El lugar es pequeño de una sola recámara, pero cuenta con varias amenidades como agua corriente, aire acondicionado, televisor, teléfono, baño propio y una cocina bien equipada.
Miro el lugar con asombro, en la capital parece muy fácil conseguir cualquier comodidad, todo está al alcance de la mano.
—¿Quieres llamar a casa? —ofrece Bea mientras abre su nevera para sacar un par de sodas para nosotras.
—¿Me dejarías usar tu teléfono? —pregunto sorprendida.
—Claro, adelante. Me daré un baño mientras llamas —dice ella indiferente.
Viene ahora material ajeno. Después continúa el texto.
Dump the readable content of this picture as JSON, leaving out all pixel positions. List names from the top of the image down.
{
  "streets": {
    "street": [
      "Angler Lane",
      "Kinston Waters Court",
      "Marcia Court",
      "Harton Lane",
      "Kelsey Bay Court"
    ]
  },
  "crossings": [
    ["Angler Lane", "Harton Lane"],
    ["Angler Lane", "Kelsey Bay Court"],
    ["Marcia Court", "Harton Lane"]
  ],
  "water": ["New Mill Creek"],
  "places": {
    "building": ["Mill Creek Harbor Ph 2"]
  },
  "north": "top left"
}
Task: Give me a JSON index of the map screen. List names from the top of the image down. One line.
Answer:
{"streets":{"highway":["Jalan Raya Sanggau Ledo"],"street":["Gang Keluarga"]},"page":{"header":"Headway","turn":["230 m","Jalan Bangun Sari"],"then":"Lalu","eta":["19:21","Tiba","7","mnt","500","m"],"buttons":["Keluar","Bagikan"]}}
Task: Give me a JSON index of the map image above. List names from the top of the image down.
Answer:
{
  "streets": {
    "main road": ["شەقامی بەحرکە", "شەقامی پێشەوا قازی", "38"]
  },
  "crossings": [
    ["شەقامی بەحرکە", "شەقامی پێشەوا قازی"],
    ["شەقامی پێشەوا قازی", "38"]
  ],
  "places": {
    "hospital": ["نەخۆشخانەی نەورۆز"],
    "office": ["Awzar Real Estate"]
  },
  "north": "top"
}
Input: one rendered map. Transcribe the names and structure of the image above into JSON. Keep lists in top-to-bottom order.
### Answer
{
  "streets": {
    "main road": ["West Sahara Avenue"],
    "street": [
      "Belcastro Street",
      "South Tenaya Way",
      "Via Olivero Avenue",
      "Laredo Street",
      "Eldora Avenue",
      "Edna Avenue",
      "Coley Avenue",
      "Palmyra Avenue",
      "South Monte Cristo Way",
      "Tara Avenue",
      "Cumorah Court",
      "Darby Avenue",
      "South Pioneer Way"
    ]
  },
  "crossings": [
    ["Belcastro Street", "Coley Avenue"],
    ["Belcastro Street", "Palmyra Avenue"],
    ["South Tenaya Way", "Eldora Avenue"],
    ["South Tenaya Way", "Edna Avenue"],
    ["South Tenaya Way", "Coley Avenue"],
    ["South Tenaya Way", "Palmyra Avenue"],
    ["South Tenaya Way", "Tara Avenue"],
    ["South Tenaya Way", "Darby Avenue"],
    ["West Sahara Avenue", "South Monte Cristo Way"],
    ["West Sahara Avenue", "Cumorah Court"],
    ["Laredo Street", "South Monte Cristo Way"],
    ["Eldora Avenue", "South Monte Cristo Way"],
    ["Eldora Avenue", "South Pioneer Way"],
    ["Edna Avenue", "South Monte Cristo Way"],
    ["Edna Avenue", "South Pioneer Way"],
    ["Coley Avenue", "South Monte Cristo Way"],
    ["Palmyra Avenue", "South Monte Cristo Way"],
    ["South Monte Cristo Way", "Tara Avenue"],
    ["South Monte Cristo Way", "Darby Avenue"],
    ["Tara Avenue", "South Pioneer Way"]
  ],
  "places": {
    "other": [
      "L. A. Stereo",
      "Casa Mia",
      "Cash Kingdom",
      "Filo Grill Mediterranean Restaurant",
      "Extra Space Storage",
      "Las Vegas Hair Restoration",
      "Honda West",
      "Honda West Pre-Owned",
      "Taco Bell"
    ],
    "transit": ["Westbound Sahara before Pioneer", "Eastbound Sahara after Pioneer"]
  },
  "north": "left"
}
Tomó el teléfono y marco a la granja de los Ortiz. Le pido a la señora Ortiz que le informe a mamá que llegué a mi destino con bien y que no debe preocuparse. La llamada es breve, pero me hace sentir mucho mejor.
Luego tomo asiento sobre el sofá doble que tiene Bea y le doy un trago a la soda. Las burbujas me pican la boca, no estoy habituada a ingerir bebidas carbonatadas. Dejo la lata sobre la mesita de centro y miro el apartamento con curiosidad. Es bonito y está ordenado. Tal vez porque Bea es una Caimán y le gusta tener todo en su sitio.
Me levanto del sofá y camino despacio por la estancia, miro la enorme ventana que permite la entrada de los rayos del sol. Me dispongo a asomarme por ella, pero en el momento en que lo hago, mis piernas se vencen sobre el suelo retumbando con un golpe seco al caer.